As one of America's hardest-hit areas by the Great Recession, Detroit unemployment was running nearly three times as high as the national average in 2009 at a staggering 28 percent — and the city was bleeding population, losing inhabitants every year for the last six years.
Succumbing to the reality of how far it had fallen, Detroit became the largest U.S. city to file for chapter 9 bankruptcy in 2013.
But thanks to the efforts of several leaders, Detroit has risen from the ashes. And the new Detroit is here to stay, according to Quicken Loans founder and Detroit billionaire Dan Gilbert, who has poured nearly $2 billion of his own money into revitalization efforts.
"This is past the point of being a false start or some kind of fad," Gilbert said, adding that the city has taken on an entirely new swagger.
"The vibe of Detroit I think can best be described as being at the intersection of muscles and brains.
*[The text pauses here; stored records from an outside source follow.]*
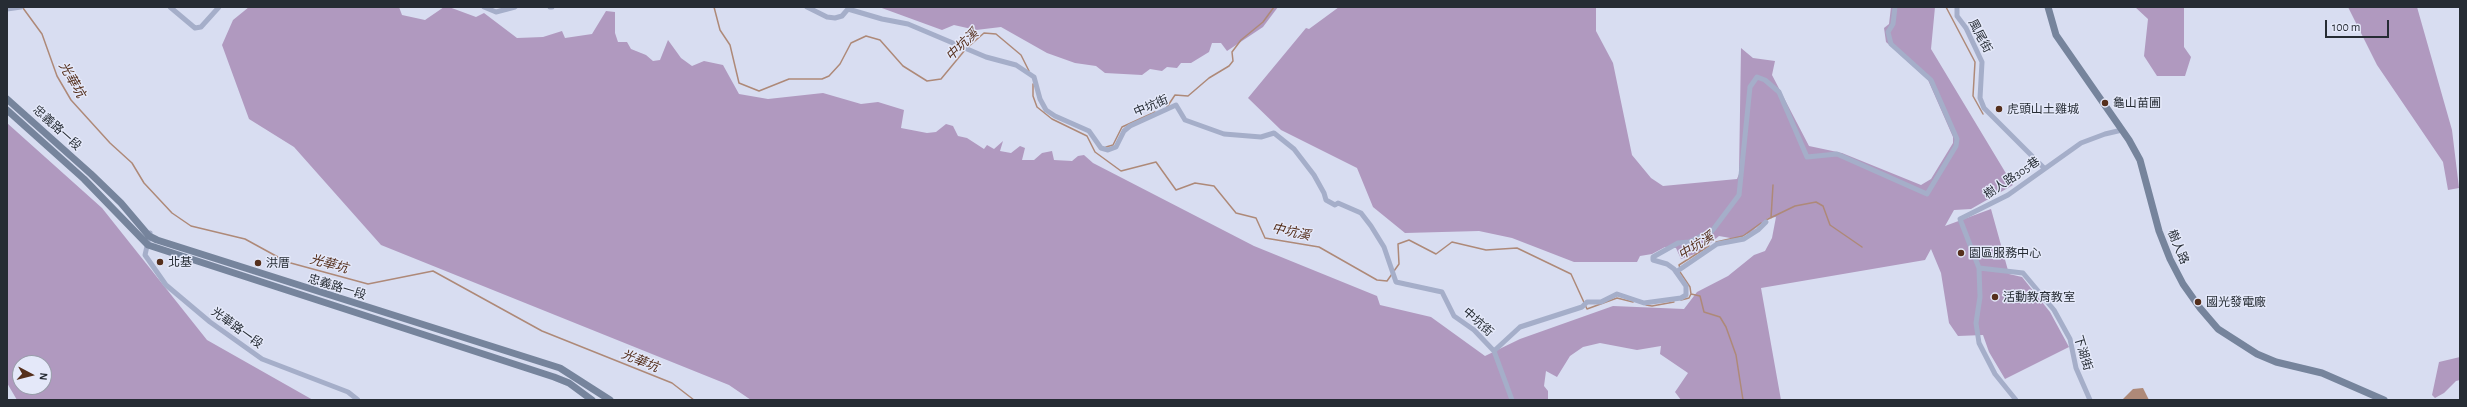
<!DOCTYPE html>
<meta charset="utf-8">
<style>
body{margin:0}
#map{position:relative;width:2467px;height:407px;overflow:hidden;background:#d8ddf1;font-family:"Alegreya Sans",sans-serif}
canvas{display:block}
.frame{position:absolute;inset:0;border:8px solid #262c34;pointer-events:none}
.north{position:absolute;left:12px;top:355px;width:40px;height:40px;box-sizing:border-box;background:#e4e8f9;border:1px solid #989daa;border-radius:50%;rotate:97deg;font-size:11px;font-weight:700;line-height:16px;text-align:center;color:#262c34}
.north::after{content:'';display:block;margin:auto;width:14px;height:18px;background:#552f1c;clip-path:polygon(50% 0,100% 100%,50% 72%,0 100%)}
.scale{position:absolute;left:2325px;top:20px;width:64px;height:18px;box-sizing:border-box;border:2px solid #262c34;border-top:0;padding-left:5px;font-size:12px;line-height:14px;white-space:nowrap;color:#262c34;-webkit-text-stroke:3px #e4e8f9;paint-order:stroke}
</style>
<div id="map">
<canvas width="2467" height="407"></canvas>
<div class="frame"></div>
<div class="north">N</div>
<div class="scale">100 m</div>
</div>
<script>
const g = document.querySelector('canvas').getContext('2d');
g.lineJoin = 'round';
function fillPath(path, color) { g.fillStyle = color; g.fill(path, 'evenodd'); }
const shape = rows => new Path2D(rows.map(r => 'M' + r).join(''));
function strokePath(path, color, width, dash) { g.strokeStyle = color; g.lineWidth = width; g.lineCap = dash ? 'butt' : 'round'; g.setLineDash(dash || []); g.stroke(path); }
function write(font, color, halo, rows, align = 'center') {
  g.font = font + ' "Alegreya Sans","Noto Sans TC",sans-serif'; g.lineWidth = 3; g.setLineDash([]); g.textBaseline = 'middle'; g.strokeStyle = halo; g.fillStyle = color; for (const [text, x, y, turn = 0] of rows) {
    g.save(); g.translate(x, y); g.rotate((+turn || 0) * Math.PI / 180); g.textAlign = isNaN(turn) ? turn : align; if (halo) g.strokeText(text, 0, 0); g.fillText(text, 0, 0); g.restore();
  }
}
const green = shape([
 [249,7,399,7,402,15,425,20,444,7,449,7,476,17,484,13,517,38,543,37,562,31,565,38,592,34,606,11,615,12,615,33,618,42,627,42,631,49,646,55,653,61,660,60,668,40,681,58,692,66,704,61,723,65,739,94,768,99,823,93,861,104,878,102,904,110,901,128,927,133,936,132,946,124,953,126,958,136,967,138,984,149,987,145,994,149,1003,141,1000,151,1011,153,1020,146,1025,148,1022,160,1034,160,1042,153,1052,151,1054,160,1072,161,1078,156,1084,155,1093,163,1254,246,1377,296,1380,305,1431,317,1485,356,1520,339,1613,306,1684,309,1697,292,1728,276,1754,255,1765,251,1772,238,1776,217,1768,218,1750,233,1736,239,1719,236,1700,252,1681,259,1676,248,1665,247,1652,254,1640,256,1637,262,1574,262,1512,238,1479,231,1405,233,1373,207,1357,168,1281,130,1248,98,1306,28,1309,29,1339,7,1596,7,1596,31,1613,63,1632,155,1651,178,1663,186,1737,179,1739,174,1741,48,1753,58,1775,61,1772,75,1809,146,1842,153,1921,185,1931,179,1953,143,1953,137,1928,80,1886,42,1884,28,1889,24,1891,7,1935,7,1931,49,2013,185,1971,209,1954,210,1945,226,1991,209,2009,274,2022,277,2050,312,2069,347,2005,379,1989,352,1983,335,1958,336,1949,323,1941,273,1931,249,1925,260,1761,288,1781,400,1681,400,1675,392,1688,373,1660,354,1661,346,1637,350,1600,343,1583,347,1570,356,1557,377,1546,371,1544,386,1548,391,1548,400,751,400,729,385,381,245,294,147,249,119,222,45,233,20],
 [879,7,1278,7,1263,27,1227,51,1221,43,1212,43,1209,52,1191,63,1181,63,1177,68,1167,67,1162,71,1150,69,1142,75,1105,73,1096,66,1075,63,1047,53,1001,27,976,30,954,25,942,30],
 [2135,7,2184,7,2184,47,2191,57,2185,76,2157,76,2144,56,2148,19],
 [2348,7,2417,7,2452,130,2459,188,2448,190,2443,162,2377,65],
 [7,123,102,208,207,340,313,400,17,400,7,383],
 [20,363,44,363,44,387,20,387],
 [2460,357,2460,380,2456,381,2444,393,2435,398,2432,395,2439,362]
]);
const water = shape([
 [2143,388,2149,400,2122,400,2133,389]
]);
const stream = shape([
 [714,7,720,30,730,45,739,83,759,91,789,79,822,79,829,76,840,64,851,43,866,36,880,40,903,66,927,81,941,79,965,50],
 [1946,7,1975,62,1973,96,1983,114],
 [23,8,42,34,57,76,71,100,110,143,132,163,144,183,172,213,191,226,245,239,287,262,368,284,433,271,542,331,672,383,694,400],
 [968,47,984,33,996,34,1021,55,1029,71],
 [1033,84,1033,96,1037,107,1052,119,1087,136,1095,152,1121,171,1156,162,1176,190,1195,183,1214,186,1236,213,1256,218,1265,238,1319,247,1377,280,1387,281,1392,274],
 [1167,107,1175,95,1188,96,1209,78,1229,66,1233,61,1232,52,1241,40,1263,22,1274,7],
 [1106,147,1113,145,1122,127,1155,112],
 [1771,218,1773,185],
 [1766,220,1795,206,1816,202,1823,206,1830,225,1862,247],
 [1716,242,1743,236,1761,223],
 [1680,268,1679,265,1709,246],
 [1394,271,1399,264,1398,244,1409,240,1436,254,1452,242,1486,250,1517,248,1571,274,1587,309,1617,298,1633,302],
 [1680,272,1690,287,1691,294,1689,298,1681,300],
 [1691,294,1700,296,1704,312,1720,317,1726,327,1736,355,1743,400],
 [1646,305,1652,306,1674,302]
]);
const street = shape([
 [170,7,195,28,201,27,219,7],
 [484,7,496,12,515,7],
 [550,7,552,7],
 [807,7,827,17,835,18,842,16,848,9,882,19,908,24,986,57,1016,65,1034,77,1040,99,1046,110,1055,116,1089,131,1101,148,1108,150,1116,147,1124,131,1130,126,1176,105,1185,120,1224,134,1261,137,1274,133,1294,149,1314,175,1324,193,1326,200,1335,205,1338,203,1361,213,1371,226,1384,247,1396,282,1442,292,1454,316,1474,330,1494,351,1512,400],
 [1957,7,1957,16,1966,28,1982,62,1980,98,1984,108,2044,168],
 [7,9,21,7],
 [150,233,145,255,166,285,210,322,262,359,348,392,358,400],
 [1979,268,2023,273,2054,310,2070,339,2076,368,2090,400],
 [1676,272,1717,244,1744,239,1758,230,1766,222],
 [1494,351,1520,327,1582,307,1587,302,1601,302,1617,294,1644,303,1681,298,1686,295,1686,286,1674,269,1667,264,1653,260,1653,257,1678,243,1689,242,1712,231,1739,195,1750,87,1757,77,1765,80,1779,92,1807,157,1837,154,1927,194,1956,146,1957,139,1931,80,1891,44,1888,32,1893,24,1895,7],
 [2016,400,1995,374,1979,343,1976,323,1980,297,1979,268,1960,219,2008,195,2081,143,2105,134,2122,130]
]);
const secondary = shape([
 [2048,7,2056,35,2129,140,2140,160,2159,231,2170,259,2183,284,2200,308,2218,329,2257,354,2276,362,2322,373,2384,400],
 [7,99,91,174,121,203,149,236,157,240,560,368,610,400],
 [7,110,84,179,148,245,554,377,569,383,592,400]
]);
const markers = [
 [2105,103,4,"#552f1c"],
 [1999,109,4,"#552f1c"],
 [1961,253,4,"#552f1c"],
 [160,262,4,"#552f1c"],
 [258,263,4,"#552f1c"],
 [1995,297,4,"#552f1c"],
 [2198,302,4,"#552f1c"]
];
const streetNames = [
 ["風尾街",1980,36,62],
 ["中坑街",1151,106,-23],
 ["忠義路一段",57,128,42],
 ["樹人路305巷",2012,178,-34],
 ["樹人路",2178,247,67],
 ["忠義路一段",337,287,17],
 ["中坑街",1478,322,42],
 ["光華路一段",237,328,36],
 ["下湖街",2083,353,73]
];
const poiNames = [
 ["龜山苗圃",2113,103],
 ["虎頭山土雞城",2007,109],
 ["園區服務中心",1969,253],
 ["北基",168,262],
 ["洪厝",266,263],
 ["活動教育教室",2003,297],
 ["國光發電廠",2206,302]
];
const waterNames = [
 ["中坑溪",962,45,-44],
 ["光華坑",72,80,60],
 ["中坑溪",1291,232,12],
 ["中坑溪",1696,246,-32],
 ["光華坑",329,264,15],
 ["光華坑",640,361,22]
];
fillPath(green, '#b099bf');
fillPath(water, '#ae8978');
strokePath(stream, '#ae8978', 1.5);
strokePath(street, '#a5aec9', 5);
strokePath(secondary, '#76849c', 7);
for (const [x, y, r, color] of markers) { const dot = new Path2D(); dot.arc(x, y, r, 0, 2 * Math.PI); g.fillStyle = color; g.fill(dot); strokePath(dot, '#e4e8f9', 1.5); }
write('12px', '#262c34', '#e4e8f9', streetNames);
write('12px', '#262c34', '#e4e8f9', poiNames, 'left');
write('italic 13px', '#552f1c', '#e4e8f9', waterNames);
</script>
Muscles: we're still moving things, we're still making things. And the brains part is we now are a very, very hot spot for technology, entrepreneurs, people who are creating innovative ideas. So we got it both here."
No doubt the city has seen a broad resurgence of jobs since the days of bailing out the big three automakers. Detroit job creation, led by additions in manufacturing, helped bring unemployment down from its peak at 28 percent to where it sits now around six percent.
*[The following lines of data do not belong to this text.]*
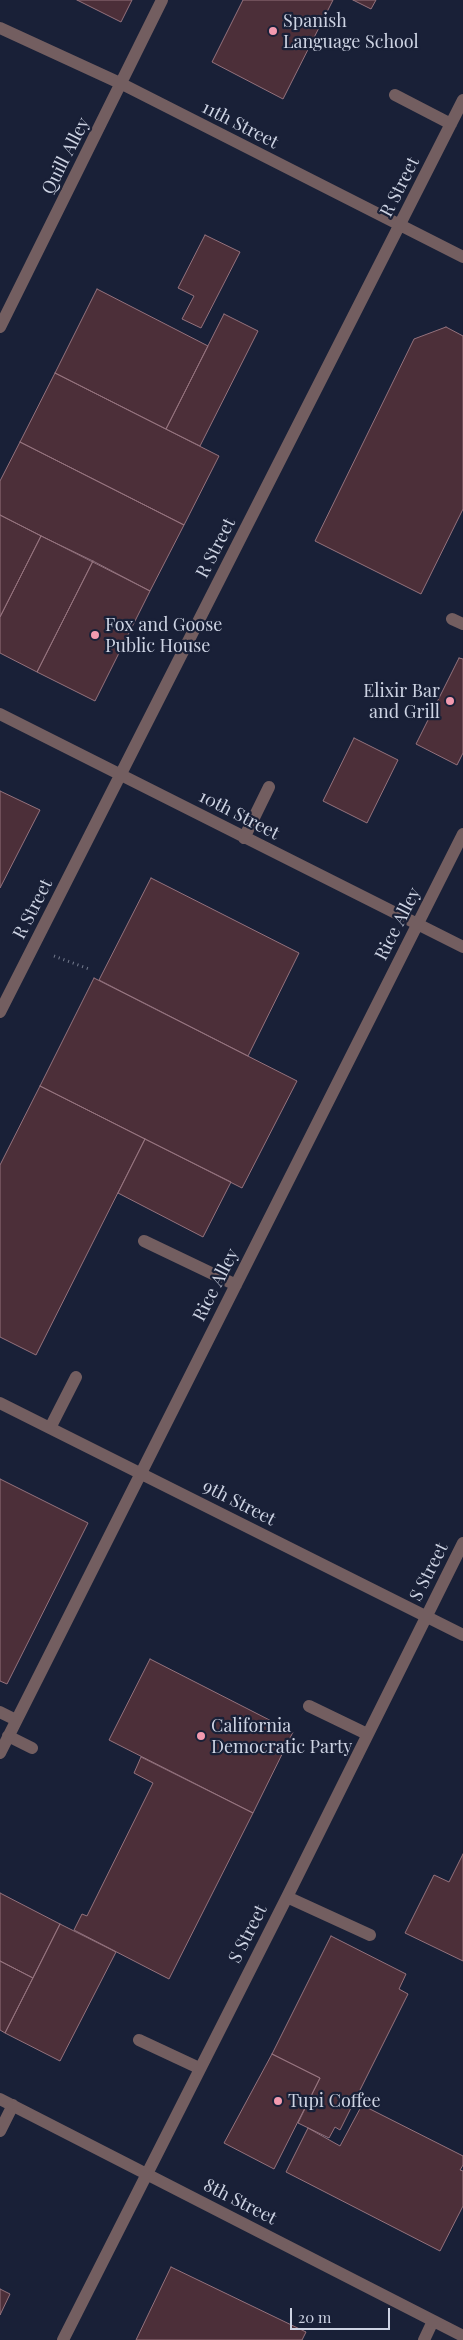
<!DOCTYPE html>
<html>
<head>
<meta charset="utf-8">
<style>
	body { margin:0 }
	#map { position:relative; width:463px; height:2340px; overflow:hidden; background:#192037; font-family:"Playfair Display",serif }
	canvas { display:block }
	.scale { position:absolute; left:290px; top:2308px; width:100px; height:22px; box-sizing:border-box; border:2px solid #cdd3e3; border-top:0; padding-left:6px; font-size:15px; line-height:18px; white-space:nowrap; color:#cdd3e3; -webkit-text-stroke:4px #192037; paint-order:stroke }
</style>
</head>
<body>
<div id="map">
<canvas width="463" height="2340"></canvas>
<div class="scale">20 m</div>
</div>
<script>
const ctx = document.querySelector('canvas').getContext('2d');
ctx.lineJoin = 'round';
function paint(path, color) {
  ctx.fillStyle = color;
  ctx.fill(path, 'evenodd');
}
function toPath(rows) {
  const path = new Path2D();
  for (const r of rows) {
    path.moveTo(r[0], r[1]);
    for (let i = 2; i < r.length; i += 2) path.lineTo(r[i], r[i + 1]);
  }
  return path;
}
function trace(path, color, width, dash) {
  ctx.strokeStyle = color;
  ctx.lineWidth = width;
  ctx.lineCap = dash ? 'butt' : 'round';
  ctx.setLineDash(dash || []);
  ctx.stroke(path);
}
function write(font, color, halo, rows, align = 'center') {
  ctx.font = font + ' "Playfair Display",serif';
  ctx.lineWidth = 4.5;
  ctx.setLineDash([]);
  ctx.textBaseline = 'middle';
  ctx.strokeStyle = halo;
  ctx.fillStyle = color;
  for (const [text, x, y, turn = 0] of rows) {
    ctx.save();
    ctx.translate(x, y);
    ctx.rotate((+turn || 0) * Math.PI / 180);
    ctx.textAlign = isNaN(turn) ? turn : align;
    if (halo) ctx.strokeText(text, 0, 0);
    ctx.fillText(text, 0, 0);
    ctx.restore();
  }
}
const building = toPath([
	[77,0,132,0,121,22,77,0],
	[243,0,333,0,283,99,212,62,243,0],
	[353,0,376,0,371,9,353,0],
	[205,235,240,252,201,328,182,319,194,296,178,288,205,235],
	[97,289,208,346,166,429,55,373,97,289],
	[224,314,258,331,200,446,166,429,224,314],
	[446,327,463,336,463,509,421,594,315,541,414,339,446,327],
	[55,373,219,456,184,525,20,442,55,373],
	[20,442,184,525,150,591,0,515,0,481,20,442],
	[0,515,41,536,0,617,0,515],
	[41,536,93,561,37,672,0,653,0,617,41,536],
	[93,561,150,591,95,701,37,672,93,561],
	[459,658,463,659,463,753,457,765,416,744,459,658],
	[354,738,398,760,367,823,323,801,354,738],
	[0,791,40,810,0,888,0,791],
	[151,878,299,953,248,1056,99,980,151,878],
	[94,978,297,1081,242,1188,40,1086,94,978],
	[40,1086,145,1139,36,1355,0,1337,0,1165,40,1086],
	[145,1139,231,1182,203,1237,118,1193,145,1139],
	[0,1479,88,1523,7,1684,0,1681,0,1479],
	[150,1659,293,1732,253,1813,109,1740,150,1659],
	[141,1757,253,1813,169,1979,74,1930,82,1914,87,1916,153,1783,134,1773,141,1757],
	[463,1854,463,1961,405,1933,434,1875,449,1882,463,1854],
	[0,1893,60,1924,33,1978,0,1961,0,1893],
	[60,1924,116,1952,60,2061,5,2033,60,1924],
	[331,1936,406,1974,399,1989,408,1994,340,2130,335,2127,329,2138,298,2123,320,2078,272,2054,331,1936],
	[0,1961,33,1978,5,2033,0,2030,0,1961],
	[272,2054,320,2078,274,2169,224,2143,272,2054],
	[362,2105,463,2156,463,2165,460,2170,463,2171,463,2206,440,2251,286,2172,308,2128,340,2146,362,2105],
	[171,2267,306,2332,302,2340,136,2340,171,2267],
	[0,2289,10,2294,0,2315,0,2289]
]);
const path = toPath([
	[54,956,89,969]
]);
const minor = toPath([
	[0,28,122,84,463,257],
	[395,95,451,124],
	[0,327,162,0],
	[452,619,463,624],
	[0,714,463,947],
	[244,838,269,787],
	[0,1012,463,100],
	[144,1241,236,1285],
	[0,1403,463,1635],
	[50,1428,76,1377],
	[309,1706,367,1734],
	[0,1712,16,1720],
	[8,1736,32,1748],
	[0,1753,463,834],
	[287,1897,370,1935],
	[139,2040,199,2068],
	[0,2099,463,2336],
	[0,2131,13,2105],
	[63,2340,287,1897,463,1543],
	[424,2340,433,2321]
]);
const markers = [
	[273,31,5,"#f29aaf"],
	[95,635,5,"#f29aaf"],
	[450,701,5,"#f29aaf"],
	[201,1736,5,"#f29aaf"],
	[278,2101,5,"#f29aaf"]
];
const poiNames = [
	["Spanish",283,21],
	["Language School",283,42],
	["Fox and Goose",105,625],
	["Public House",105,646],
	["Elixir Bar",440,691,"right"],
	["and Grill",440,712,"right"],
	["California",211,1726],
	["Democratic Party",211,1747],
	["Tupi Coffee",288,2101]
];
const streetNames = [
	["11th Street",240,125,27],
	["Quill Alley",66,156,-63],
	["R Street",400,187,-63],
	["R Street",216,548,-63],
	["10th Street",239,815,27],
	["R Street",33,909,-63],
	["Rice Alley",398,924,-63],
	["Rice Alley",216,1285,-63],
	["9th Street",239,1503,27],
	["S Street",429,1572,-63],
	["S Street",248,1934,-63],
	["8th Street",240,2202,27]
];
paint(building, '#4c2f39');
trace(building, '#94727d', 1);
trace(path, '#737a8d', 3, [1, 4]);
trace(minor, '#735e60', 12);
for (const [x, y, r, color] of markers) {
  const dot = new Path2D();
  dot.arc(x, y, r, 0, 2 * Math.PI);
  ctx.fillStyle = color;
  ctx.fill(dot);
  trace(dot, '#192037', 2);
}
write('18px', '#cdd3e3', '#192037', poiNames, 'left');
write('18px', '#cdd3e3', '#192037', streetNames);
</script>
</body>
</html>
For Gilbert, whose father and grandfather both ran small businesses in the city when he was young, investing in Detroit stems from a place of pride but isn't solely defined by it. In 2009, he announced his company's headquarters would relocate from Detroit's suburbs to the city, bringing along what became more than 15,000 employees.
"There's a part of it that is about community and altruism and all that, but the other part is truly about business. I don't think we'd be the business that we are today if we were spread out in the suburban areas," he said, adding that he wanted to capitalize on talent and the millennial trend to flock to urban cores.
However, Detroit was filled with abandoned houses and blighted buildings following the housing crisis as real estate prices plummeted. Basic services were neglected and streetlights remained dark.
"To me, that was the number one thing that had to happen," he said. "I was the co-chair of the blight task force and almost 11,000 homes have been taken down in the last few years."
Meanwhile, Bedrock, the real estate arm of Gilbert's Rock Ventures, scooped up over 95 properties in downtown Detroit, according to analysis from The Detroit News, renovating and filling buildings that had long stood vacant.
Of course, Gilbert was not alone on his mission to rebuild the city. Detroit Mayor Mike Duggan has been applauded for the change he has brought, as have efforts from another billionaire Detroit family. Using a portion of his family's worth built from founding the Little Caesars Pizza empire and owning the Detroit Tigers and Red Wings, Chris Ilitch has invested in building out a 50-block district surrounding the site of the new Red Wings arena he expects to open in 2017.
With so much promise, Gilbert is optimistic Detroit will once again start seeing a rising population. "That intersection of muscles and brains is a great place to be," he said.